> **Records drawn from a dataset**
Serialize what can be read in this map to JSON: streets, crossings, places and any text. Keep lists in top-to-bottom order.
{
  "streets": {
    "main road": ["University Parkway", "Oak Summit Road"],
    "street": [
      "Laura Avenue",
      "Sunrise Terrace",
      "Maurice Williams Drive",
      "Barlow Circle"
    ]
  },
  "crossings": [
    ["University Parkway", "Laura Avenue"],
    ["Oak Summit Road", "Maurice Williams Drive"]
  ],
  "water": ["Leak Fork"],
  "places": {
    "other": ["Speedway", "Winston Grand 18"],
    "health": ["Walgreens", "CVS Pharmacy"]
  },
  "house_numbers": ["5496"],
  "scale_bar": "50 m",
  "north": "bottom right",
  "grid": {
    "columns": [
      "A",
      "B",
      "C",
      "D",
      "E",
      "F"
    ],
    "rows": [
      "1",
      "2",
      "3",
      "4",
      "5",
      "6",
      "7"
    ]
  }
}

> **Task to carry out**
The entries above must be returned exactly.

> **Answer section**
Serialize what can be read in this map to JSON: streets, crossings, places and any text. Keep lists in top-to-bottom order.
{
  "streets": {
    "main road": ["University Parkway", "Oak Summit Road"],
    "street": [
      "Laura Avenue",
      "Sunrise Terrace",
      "Maurice Williams Drive",
      "Barlow Circle"
    ]
  },
  "crossings": [
    ["University Parkway", "Laura Avenue"],
    ["Oak Summit Road", "Maurice Williams Drive"]
  ],
  "water": ["Leak Fork"],
  "places": {
    "other": ["Speedway", "Winston Grand 18"],
    "health": ["Walgreens", "CVS Pharmacy"]
  },
  "house_numbers": ["5496"],
  "scale_bar": "50 m",
  "north": "bottom right",
  "grid": {
    "columns": [
      "A",
      "B",
      "C",
      "D",
      "E",
      "F"
    ],
    "rows": [
      "1",
      "2",
      "3",
      "4",
      "5",
      "6",
      "7"
    ]
  }
}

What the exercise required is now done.